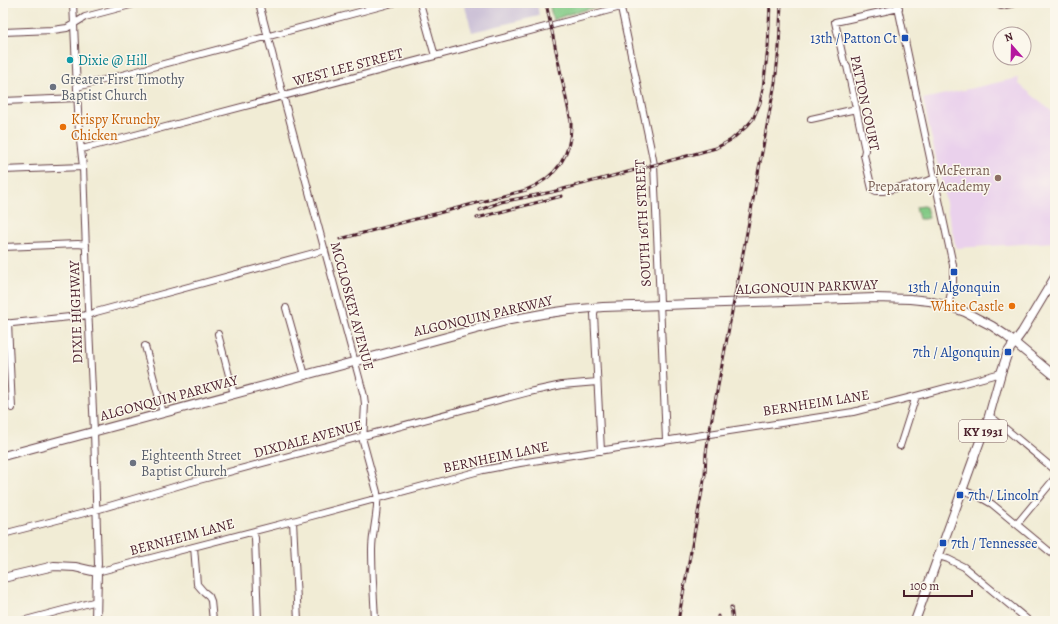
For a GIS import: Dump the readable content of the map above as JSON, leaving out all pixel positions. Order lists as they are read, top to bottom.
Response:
{
  "streets": {
    "main road": [
      "ALGONQUIN PARKWAY",
      "DIXIE HIGHWAY",
      "BERNHEIM LANE",
      "KY 1931"
    ],
    "street": [
      "WEST LEE STREET",
      "PATTON COURT",
      "SOUTH 16TH STREET",
      "MCCLOSKEY AVENUE",
      "DIXDALE AVENUE"
    ]
  },
  "crossings": [
    ["WEST LEE STREET", "SOUTH 16TH STREET"],
    ["WEST LEE STREET", "MCCLOSKEY AVENUE"],
    ["WEST LEE STREET", "DIXIE HIGHWAY"],
    ["SOUTH 16TH STREET", "ALGONQUIN PARKWAY"],
    ["SOUTH 16TH STREET", "BERNHEIM LANE"],
    ["ALGONQUIN PARKWAY", "MCCLOSKEY AVENUE"],
    ["ALGONQUIN PARKWAY", "DIXIE HIGHWAY"],
    ["ALGONQUIN PARKWAY", "KY 1931"],
    ["MCCLOSKEY AVENUE", "BERNHEIM LANE"],
    ["MCCLOSKEY AVENUE", "DIXDALE AVENUE"],
    ["DIXIE HIGHWAY", "BERNHEIM LANE"],
    ["DIXIE HIGHWAY", "DIXDALE AVENUE"],
    ["BERNHEIM LANE", "KY 1931"]
  ],
  "places": {
    "transit": [
      "13th / Patton Ct",
      "13th / Algonquin",
      "7th / Algonquin",
      "7th / Lincoln",
      "7th / Tennessee"
    ],
    "other": [
      "Dixie @ Hill",
      "Greater First Timothy Baptist Church",
      "Krispy Krunchy Chicken",
      "McFerran Preparatory Academy",
      "White Castle",
      "Eighteenth Street Baptist Church"
    ]
  },
  "scale_bar": "100 m",
  "north": "top"
}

#####

Exercise: Search the material above for "MCCLOSKEY". Copy each line that has it.

Written response:
      "MCCLOSKEY AVENUE",
    ["WEST LEE STREET", "MCCLOSKEY AVENUE"],
    ["ALGONQUIN PARKWAY", "MCCLOSKEY AVENUE"],
    ["MCCLOSKEY AVENUE", "BERNHEIM LANE"],
    ["MCCLOSKEY AVENUE", "DIXDALE AVENUE"],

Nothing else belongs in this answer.